Imagine diving into a mouthwatering lasagna that's not only completely gluten-free and dairy-free but so delicious that even traditional pasta lovers will be begging for seconds! This revolutionary recipe transforms classic Italian comfort food into a plant-based masterpiece that proves dietary restrictions never mean sacrificing flavor. With a creamy tofu "ricotta", vibrant spinach, and rich marinara sauce, this lasagna is about to become your new go-to meal that satisfies everyone at the table - from vegans to gluten-sensitive foodies.
Prep Time: 20 mins
Cook Time: 40 mins
Total Time: 1 hrs
Cuisine: Italian
Serves: 6 servings
Ingredients
- 9 gluten-free lasagna noodles
- 2 cups marinara sauce
- 1 block tofu, crumbled
- 2 cups spinach, chopped
- 1 tablespoon nutritional yeast
- 1 teaspoon Italian seasoning
- Salt and pepper to taste
- Fresh basil for garnish
Instructions
- Preheat the oven to 375°F (190°C). Prepare a 9x13 inch baking dish by lightly greasing it with olive oil or a non-stick cooking spray.
- Prepare the gluten-free lasagna noodles according to package instructions. If they require pre-boiling, cook them until they are just al dente. Drain and rinse with cold water to prevent sticking.

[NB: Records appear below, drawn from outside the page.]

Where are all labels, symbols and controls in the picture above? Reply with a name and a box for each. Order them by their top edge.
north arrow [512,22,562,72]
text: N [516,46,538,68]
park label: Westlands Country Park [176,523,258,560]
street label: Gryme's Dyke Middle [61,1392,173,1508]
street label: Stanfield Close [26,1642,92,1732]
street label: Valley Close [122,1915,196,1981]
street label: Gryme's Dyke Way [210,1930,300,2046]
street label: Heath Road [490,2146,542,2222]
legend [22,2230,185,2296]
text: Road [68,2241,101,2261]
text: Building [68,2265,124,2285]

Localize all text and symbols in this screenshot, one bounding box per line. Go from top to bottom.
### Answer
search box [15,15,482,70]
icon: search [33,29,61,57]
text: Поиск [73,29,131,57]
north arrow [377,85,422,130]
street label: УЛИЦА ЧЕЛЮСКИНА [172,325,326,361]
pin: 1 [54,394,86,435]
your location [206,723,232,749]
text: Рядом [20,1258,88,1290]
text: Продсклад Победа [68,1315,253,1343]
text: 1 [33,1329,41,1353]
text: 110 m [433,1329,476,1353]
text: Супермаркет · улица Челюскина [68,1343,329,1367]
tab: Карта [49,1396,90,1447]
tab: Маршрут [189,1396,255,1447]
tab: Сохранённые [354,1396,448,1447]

- In a mixing bowl, crumble the tofu using your hands or a fork. Add nutritional yeast, Italian seasoning, salt, and pepper. Mix thoroughly to create a ricotta-like cheese substitute.
- Chop the spinach finely and fold it into the tofu mixture, ensuring even distribution.
- Begin layering the lasagna by spreading a thin layer of marinara sauce on the bottom of the baking dish to prevent sticking.
- Place the first layer of gluten-free lasagna noodles, slightly overlapping to cover the bottom of the dish.
- Spread a layer of the tofu and spinach mixture evenly over the noodles.
- Pour marinara sauce over the tofu layer, ensuring good coverage.
- Repeat the layering process: noodles, tofu mixture, marinara sauce, until you've used all ingredients. The top layer should be marinara sauce.
- Cover the baking dish with aluminum foil, ensuring it doesn't touch the sauce.
- Bake in the preheated oven for 35-40 minutes, removing the foil during the last 10 minutes to allow the top to slightly brown.
- Remove from the oven and let the lasagna rest for 10-15 minutes to set and cool slightly.
- Garnish with fresh chopped basil before serving. Cut into 6 equal portions.
Tips
- Always check your gluten-free lasagna noodles' package instructions, as cooking times can vary between brands.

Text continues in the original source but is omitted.